A dilapidated estate in the Irish countryside is the setting for Brian O’Malley’s The Lodgers, a Gothic haunted house story set in the days following World War I. Any Gothic film set in a grand country estate immediately calls to mind Rebecca’s Manderley, and The Lodgers certainly has shared DNA with the Gothic films that have come before, including The Innocents and a little bit Picnic at Hanging Rock. It also calls to mind Guillermo Del Toro’s recent Gothic horror-romance, Crimson Peak, though where that film reaches for spectacle (and kind of face-plants in the garden of its own grandeur), The Lodgers is a quieter tale, atmospheric and creepy and full of decay.
Rot plagues young Rachel (Charlotte Vega, American Assassin) and Edward (Bill Milner, Dunkirk), twins and scions of the Irish gentry. Their parents are gone, their house is haunted, and Edward seems to be slipping into some kind of psychosis, either of the demonic variety or just the “dramatic youth” type. Edward is the delicate one, lazing amongst the moth-eaten drapes of their regal beds and not so much walking around their ancestral as oozing around corners like a mollusk. Rachel, meanwhile, is trying to keep their home running even though their funds are depleted and their solicitor is encouraging them to sell.

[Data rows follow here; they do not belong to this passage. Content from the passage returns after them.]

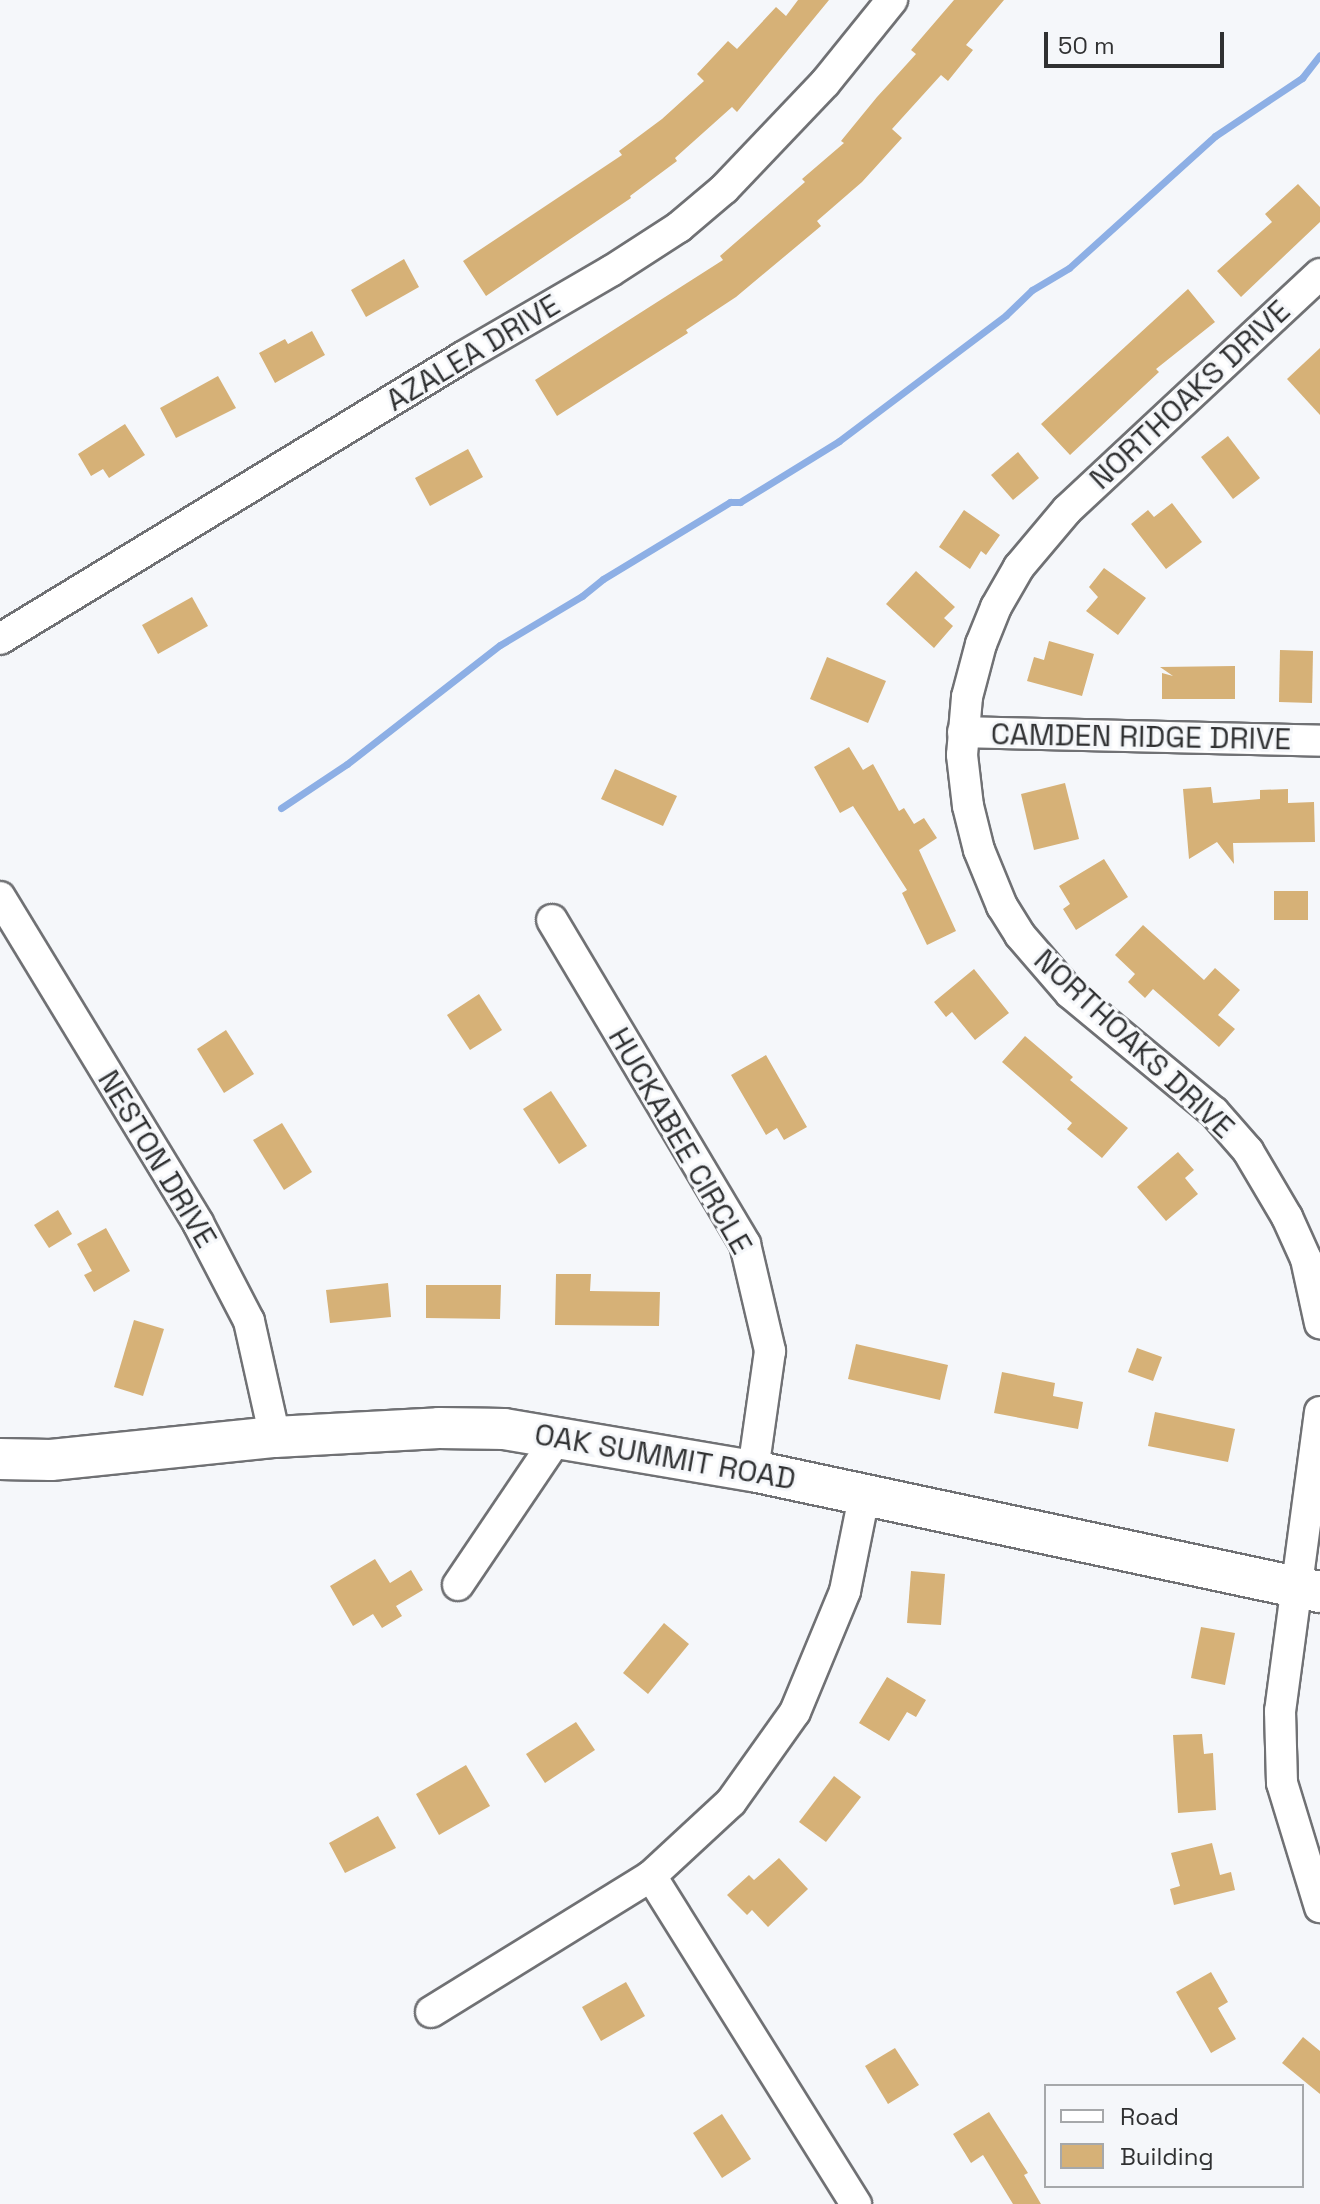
<!DOCTYPE html>
<style>
body{margin:0}
#map{position:relative;width:1320px;height:2204px;overflow:hidden;background:#f5f7fa;font-family:"Space Grotesk",sans-serif}
div>[style]{position:absolute}
.stream>*{height:7px;margin:-3.5px;padding:0 3.5px;transform-origin:3.5px;border-radius:3.5px;background:#8dafe5}
.building>*{inset:0;background:#d6b177}
.roads{filter:drop-shadow(2px 0 #707174) drop-shadow(-2px 0 #707174) drop-shadow(0 2px #707174) drop-shadow(0 -2px #707174)}
.minor>*{height:30px;margin:-15px;padding:0 15px;transform-origin:15px;border-radius:15px;background:#fff}
.major>*{height:40px;margin:-20px;padding:0 20px;transform-origin:20px;border-radius:20px;background:#fff}
span{translate:-50% -50%;white-space:nowrap;text-align:center;line-height:1.15;-webkit-text-stroke:6px #f5f7fa;paint-order:stroke}
.street-label{font-size:30px;color:#303132}
.legend{position:absolute;left:1044px;top:2084px;width:260px;height:104px;box-sizing:border-box;background:#f5f7fa;border:2px solid #a6a8aa;margin:0;padding:10px 14px;list-style:none;font-size:24px;color:#303132}
.legend li{display:flex;align-items:center;gap:16px;height:40px}
.legend b{width:40px;border:2px solid #a6a8aa}
.scale{position:absolute;left:1044px;top:32px;width:180px;height:36px;box-sizing:border-box;border:4px solid #303132;border-top:0;padding-left:10px;font-size:24px;line-height:28px;white-space:nowrap;color:#303132;-webkit-text-stroke:6px #f5f7fa;paint-order:stroke}
</style>
<div id="map">
<div class="stream">
<div style="left:281px;top:808px;width:79px;rotate:-33.7deg"></div>
<div style="left:347px;top:764px;width:194px;rotate:-37.9deg"></div>
<div style="left:500px;top:645px;width:96px;rotate:-30.9deg"></div>
<div style="left:582px;top:596px;width:27px;rotate:-39deg"></div>
<div style="left:603px;top:579px;width:149px;rotate:-31.2deg"></div>
<div style="left:730px;top:502px;width:10px"></div>
<div style="left:740px;top:502px;width:116px;rotate:-31.6deg"></div>
<div style="left:839px;top:441px;width:209px;rotate:-37deg"></div>
<div style="left:1006px;top:315px;width:36px;rotate:-44deg"></div>
<div style="left:1032px;top:290px;width:43px;rotate:-30.7deg"></div>
<div style="left:1069px;top:268px;width:197px;rotate:-42.1deg"></div>
<div style="left:1215px;top:136px;width:105px;rotate:-33.7deg"></div>
<div style="left:1302px;top:78px;width:29px;rotate:-52deg"></div>
</div>
<div class="building">
<div style="clip-path:polygon(798px 0,829px 0,737px 112px,732px 107px,675px 158px,677px 161px,630px 196px,631px 198px,486px 296px,463px 261px,622px 155px,619px 151px,662px 119px,704px 81px,697px 74px,728px 41px,737px 49px,776px 7px,786px 16px)"></div>
<div style="clip-path:polygon(954px 0,1004px 0,966px 45px,973px 50px,948px 81px,941px 75px,892px 129px,902px 138px,862px 182px,817px 221px,821px 226px,736px 297px,686px 330px,688px 333px,557px 416px,535px 380px,723px 260px,720px 256px,805px 182px,802px 179px,844px 143px,841px 141px,877px 97px,916px 54px,911px 50px)"></div>
<div style="clip-path:polygon(1298px 184px,1320px 207px,1320px 222px,1241px 297px,1217px 271px,1272px 222px,1265px 214px)"></div>
<div style="clip-path:polygon(404px 259px,419px 287px,366px 317px,351px 290px)"></div>
<div style="clip-path:polygon(1188px 289px,1215px 322px,1156px 369px,1159px 372px,1070px 455px,1041px 424px)"></div>
<div style="clip-path:polygon(312px 331px,325px 355px,275px 383px,259px 353px,285px 339px,288px 344px)"></div>
<div style="clip-path:polygon(1320px 348px,1320px 415px,1287px 379px)"></div>
<div style="clip-path:polygon(218px 376px,236px 408px,176px 438px,160px 408px)"></div>
<div style="clip-path:polygon(125px 424px,145px 455px,109px 478px,103px 469px,91px 476px,78px 454px)"></div>
<div style="clip-path:polygon(1228px 436px,1260px 478px,1233px 499px,1201px 457px)"></div>
<div style="clip-path:polygon(468px 449px,483px 477px,430px 506px,415px 478px)"></div>
<div style="clip-path:polygon(1018px 452px,1039px 478px,1013px 500px,991px 475px)"></div>
<div style="clip-path:polygon(1172px 503px,1202px 542px,1166px 569px,1131px 524px,1148px 510px,1154px 517px)"></div>
<div style="clip-path:polygon(964px 510px,1000px 535px,986px 555px,981px 551px,970px 569px,939px 547px)"></div>
<div style="clip-path:polygon(1104px 568px,1146px 598px,1118px 635px,1086px 611px,1098px 597px,1089px 587px)"></div>
<div style="clip-path:polygon(916px 571px,955px 607px,944px 618px,953px 626px,934px 648px,886px 604px)"></div>
<div style="clip-path:polygon(192px 597px,208px 626px,158px 654px,142px 625px)"></div>
<div style="clip-path:polygon(1049px 641px,1094px 654px,1082px 696px,1027px 681px,1034px 657px,1044px 660px)"></div>
<div style="clip-path:polygon(1280px 650px,1313px 651px,1312px 703px,1279px 702px)"></div>
<div style="clip-path:polygon(827px 657px,886px 681px,868px 723px,810px 699px)"></div>
<div style="clip-path:polygon(1235px 666px,1235px 699px,1162px 699px,1162px 673px,1173px 676px,1160px 667px)"></div>
<div style="clip-path:polygon(849px 747px,863px 770px,873px 764px,899px 811px,904px 808px,914px 824px,924px 818px,937px 838px,919px 850px,956px 931px,927px 945px,902px 893px,907px 890px,853px 806px,840px 813px,814px 767px)"></div>
<div style="clip-path:polygon(615px 769px,677px 796px,663px 826px,601px 799px)"></div>
<div style="clip-path:polygon(1065px 783px,1079px 839px,1034px 850px,1021px 794px)"></div>
<div style="clip-path:polygon(1211px 787px,1213px 803px,1260px 799px,1260px 790px,1288px 789px,1288px 803px,1314px 802px,1315px 842px,1233px 843px,1234px 864px,1217px 842px,1189px 859px,1183px 789px)"></div>
<div style="clip-path:polygon(1104px 859px,1128px 897px,1076px 930px,1063px 909px,1070px 904px,1059px 886px)"></div>
<div style="clip-path:polygon(1274px 891px,1308px 891px,1308px 920px,1274px 920px)"></div>
<div style="clip-path:polygon(1143px 925px,1204px 980px,1215px 968px,1240px 990px,1218px 1015px,1235px 1029px,1219px 1047px,1153px 989px,1145px 998px,1128px 982px,1135px 974px,1115px 955px)"></div>
<div style="clip-path:polygon(974px 969px,1009px 1013px,975px 1040px,952px 1012px,946px 1017px,934px 1002px)"></div>
<div style="clip-path:polygon(479px 994px,502px 1030px,470px 1050px,447px 1015px)"></div>
<div style="clip-path:polygon(226px 1030px,254px 1074px,224px 1093px,197px 1049px)"></div>
<div style="clip-path:polygon(1025px 1036px,1073px 1077px,1070px 1080px,1128px 1128px,1102px 1158px,1067px 1129px,1072px 1123px,1002px 1062px)"></div>
<div style="clip-path:polygon(766px 1055px,807px 1127px,784px 1140px,777px 1128px,766px 1135px,731px 1075px)"></div>
<div style="clip-path:polygon(551px 1091px,587px 1146px,559px 1164px,523px 1109px)"></div>
<div style="clip-path:polygon(282px 1123px,312px 1172px,284px 1190px,253px 1140px)"></div>
<div style="clip-path:polygon(1178px 1152px,1194px 1170px,1185px 1178px,1198px 1194px,1166px 1221px,1137px 1187px)"></div>
<div style="clip-path:polygon(58px 1210px,72px 1234px,49px 1248px,34px 1225px)"></div>
<div style="clip-path:polygon(106px 1228px,130px 1271px,94px 1292px,84px 1275px,92px 1271px,77px 1244px)"></div>
<div style="clip-path:polygon(556px 1274px,591px 1274px,590px 1291px,660px 1292px,659px 1326px,555px 1325px)"></div>
<div style="clip-path:polygon(388px 1283px,391px 1317px,330px 1323px,326px 1290px)"></div>
<div style="clip-path:polygon(426px 1285px,501px 1285px,500px 1319px,426px 1318px)"></div>
<div style="clip-path:polygon(134px 1320px,164px 1329px,143px 1396px,114px 1387px)"></div>
<div style="clip-path:polygon(856px 1344px,948px 1365px,940px 1400px,848px 1379px)"></div>
<div style="clip-path:polygon(1137px 1348px,1162px 1357px,1153px 1381px,1128px 1372px)"></div>
<div style="clip-path:polygon(1002px 1372px,1055px 1383px,1053px 1396px,1083px 1402px,1078px 1429px,994px 1413px)"></div>
<div style="clip-path:polygon(1155px 1412px,1235px 1429px,1228px 1462px,1148px 1446px)"></div>
<div style="clip-path:polygon(375px 1559px,390px 1583px,411px 1570px,423px 1590px,396px 1606px,402px 1616px,382px 1628px,373px 1614px,353px 1626px,330px 1586px)"></div>
<div style="clip-path:polygon(911px 1571px,945px 1574px,941px 1625px,907px 1623px)"></div>
<div style="clip-path:polygon(664px 1623px,689px 1644px,648px 1694px,623px 1673px)"></div>
<div style="clip-path:polygon(1201px 1627px,1235px 1633px,1225px 1685px,1191px 1678px)"></div>
<div style="clip-path:polygon(887px 1677px,926px 1700px,916px 1717px,907px 1712px,889px 1741px,859px 1723px)"></div>
<div style="clip-path:polygon(576px 1722px,595px 1750px,545px 1783px,526px 1754px)"></div>
<div style="clip-path:polygon(1202px 1734px,1204px 1754px,1213px 1753px,1216px 1810px,1178px 1813px,1173px 1735px)"></div>
<div style="clip-path:polygon(466px 1765px,490px 1806px,439px 1835px,416px 1794px)"></div>
<div style="clip-path:polygon(834px 1776px,861px 1797px,826px 1842px,799px 1822px)"></div>
<div style="clip-path:polygon(378px 1816px,396px 1848px,345px 1873px,329px 1843px)"></div>
<div style="clip-path:polygon(1212px 1843px,1220px 1875px,1231px 1872px,1235px 1890px,1174px 1905px,1170px 1889px,1180px 1886px,1171px 1853px)"></div>
<div style="clip-path:polygon(779px 1858px,808px 1889px,768px 1927px,752px 1910px,747px 1915px,727px 1895px,749px 1875px,754px 1880px)"></div>
<div style="clip-path:polygon(1211px 1972px,1228px 2002px,1218px 2008px,1236px 2039px,1211px 2053px,1176px 1992px)"></div>
<div style="clip-path:polygon(626px 1982px,645px 2016px,601px 2041px,582px 2007px)"></div>
<div style="clip-path:polygon(1303px 2037px,1320px 2051px,1320px 2094px,1282px 2063px)"></div>
<div style="clip-path:polygon(895px 2048px,919px 2085px,888px 2104px,865px 2066px)"></div>
<div style="clip-path:polygon(989px 2112px,1028px 2173px,1024px 2175px,1041px 2204px,1013px 2204px,983px 2155px,971px 2163px,953px 2134px)"></div>
<div style="clip-path:polygon(722px 2114px,751px 2159px,722px 2178px,693px 2133px)"></div>
</div>
<div class="roads">
<div class="minor">
<div style="left:1320px;top:274px;width:346px;rotate:137deg"></div>
<div style="left:1067px;top:510px;width:75px;rotate:130.1deg"></div>
<div style="left:1019px;top:567px;width:46px;rotate:119.9deg"></div>
<div style="left:996px;top:607px;width:40px;rotate:112deg"></div>
<div style="left:981px;top:644px;width:55px;rotate:104.8deg"></div>
<div style="left:967px;top:697px;width:58px;rotate:94.9deg"></div>
<div style="left:962px;top:755px;width:51px;rotate:83.3deg"></div>
<div style="left:968px;top:806px;width:45px;rotate:76deg"></div>
<div style="left:979px;top:850px;width:61px;rotate:67.7deg"></div>
<div style="left:1002px;top:906px;width:34px;rotate:58deg"></div>
<div style="left:1020px;top:935px;width:77px;rotate:49.2deg"></div>
<div style="left:1070px;top:993px;width:187px;rotate:39.6deg"></div>
<div style="left:1214px;top:1112px;width:52px;rotate:48.9deg"></div>
<div style="left:1248px;top:1151px;width:77px;rotate:59.4deg"></div>
<div style="left:1287px;top:1217px;width:46px;rotate:65.7deg"></div>
<div style="left:1306px;top:1259px;width:66px;rotate:77.7deg"></div>
<div style="left:0;top:639px;width:542px;rotate:-31.34deg"></div>
<div style="left:463px;top:357px;width:171px;rotate:-30.2deg"></div>
<div style="left:611px;top:271px;width:81px;rotate:-32.9deg"></div>
<div style="left:679px;top:227px;width:59px;rotate:-40.2deg"></div>
<div style="left:724px;top:189px;width:146px;rotate:-46.4deg"></div>
<div style="left:825px;top:83px;width:107px;rotate:-51.1deg"></div>
<div style="left:963px;top:732px;width:357px;rotate:1.4deg"></div>
<div style="left:0;top:897px;width:381px;rotate:58.7deg"></div>
<div style="left:198px;top:1223px;width:110px;rotate:62.5deg"></div>
<div style="left:249px;top:1321px;width:119px;rotate:77.4deg"></div>
<div style="left:552px;top:920px;width:377px;rotate:59.2deg"></div>
<div style="left:745px;top:1244px;width:110px;rotate:76.8deg"></div>
<div style="left:770px;top:1351px;width:121px;rotate:98.1deg"></div>
<div style="left:1320px;top:1412px;width:302px;rotate:97.6deg"></div>
<div style="left:1280px;top:1711px;width:72px;rotate:88.4deg"></div>
<div style="left:1282px;top:1783px;width:130px;rotate:73deg"></div>
<div style="left:458px;top:1585px;width:181px;rotate:-56deg"></div>
<div style="left:651px;top:1876px;width:387px;rotate:58deg"></div>
<div style="left:431px;top:2012px;width:259px;rotate:-31.7deg"></div>
<div style="left:651px;top:1876px;width:109px;rotate:-42.8deg"></div>
<div style="left:731px;top:1802px;width:110px;rotate:-54.6deg"></div>
<div style="left:795px;top:1712px;width:131px;rotate:-67.5deg"></div>
<div style="left:845px;top:1591px;width:96px;rotate:-78.6deg"></div>
</div>
<div class="major">
<div style="left:0;top:1459px;width:51px;rotate:1.1deg"></div>
<div style="left:51px;top:1460px;width:225px;rotate:-5.9deg"></div>
<div style="left:275px;top:1437px;width:164px;rotate:-3.1deg"></div>
<div style="left:439px;top:1428px;width:65px;rotate:0.9deg"></div>
<div style="left:504px;top:1429px;width:253px;rotate:9.6deg"></div>
<div style="left:753px;top:1471px;width:580px;rotate:12.05deg"></div>
</div>
</div>
<div class="street-label">
<span style="left:473px;top:353px;rotate:-31deg">AZALEA DRIVE</span>
<span style="left:1190px;top:395px;rotate:-43deg">NORTHOAKS DRIVE</span>
<span style="left:1141px;top:737px;rotate:1deg">CAMDEN RIDGE DRIVE</span>
<span style="left:1134px;top:1044px;rotate:43deg">NORTHOAKS DRIVE</span>
<span style="left:680px;top:1141px;rotate:60deg">HUCKABEE CIRCLE</span>
<span style="left:157px;top:1159px;rotate:59deg">NESTON DRIVE</span>
<span style="left:665px;top:1457px;rotate:10deg">OAK SUMMIT ROAD</span>
</div>
<ul class="legend">
<li><b style="height:10px;background:#fff"></b>Road</li>
<li><b style="height:22px;background:#d6b177"></b>Building</li>
</ul>
<div class="scale">50 m</div>
</div>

The twins live by one rule: Be in bed by midnight or else “the Lodgers” will come out. There’s even a whole creepy song about it. Rachel, however, falls asleep next to the estate’s lake and almost misses curfew, and each near miss seems to bring the Lodgers closer to the living within the house. Soon naked, water-logged people materialize in the shadows and every night water swells from a trap door before the stairs. The house is built on marshy land, and the image of water seeping up the stairs calls to mind one of the greatest haunted house stories of all time, Poe’s The Fall of the House of Usher.
This damp pursuit seems aimed specifically at Rachel. Edward is tortured, apparently giving into the “family curse”—implied to be incest—but Rachel is the one attempting to find a way out of her bleak prospects and the world literally rotting around her. At one point, the family solicitor (Walder Frey, so you know nothing good is going on there) suggests marriage as a way out of her financial troubles, but Rachel has eyes for Sean (Eugene Simon, aka Lancel Lannister), a local man returned from the war. But Rachel is pursued at every step. If not by her creepy old lawyer then by her own brother, who wants to fulfill his family’s fate—their parents were also siblings—or by men from the village who try to assault every woman who comes into range.
There is no ground safe for Rachel. Outside her estate gates, she is beset by the limited options of women, with no real way to save herself except marry or sell her home, and under the constant sexual threat of men. Inside her estate, though, is the rising water, her brother’s increasing madness, and the specter of her drowned parents. Her preferred places of respite are the lake where her parents died or a bathtub—even in perceived safety she finds herself immersed. The creeping horror of The Lodgers is not just the specter of the dead coming ever closer but also the inevitable squelching of a young woman’s spirit as the lack of options and agency slowly drowns her in the agony of confinement.
The Lodgers is a low-key offering in the Gothic genre, less invested in jump scares than in its own moodiness. It’s pretty, if decayed, with the squalor of Rachel and Edward’s home representing not just their lost fortune, but also the death throes of the aristocracy, as the film is set in the period when many great estates were abandoned as life moved into cities and toward automation. It’s also the period of women’s suffrage, and here is Rachel, surrounded by men who want her—to have her, to consume her, or to save her. In the end, Rachel’s world is defined by two forces: The devouring need of men and the fathomless water slowly consuming her life.
The Lodgers is in select theaters and available on demand.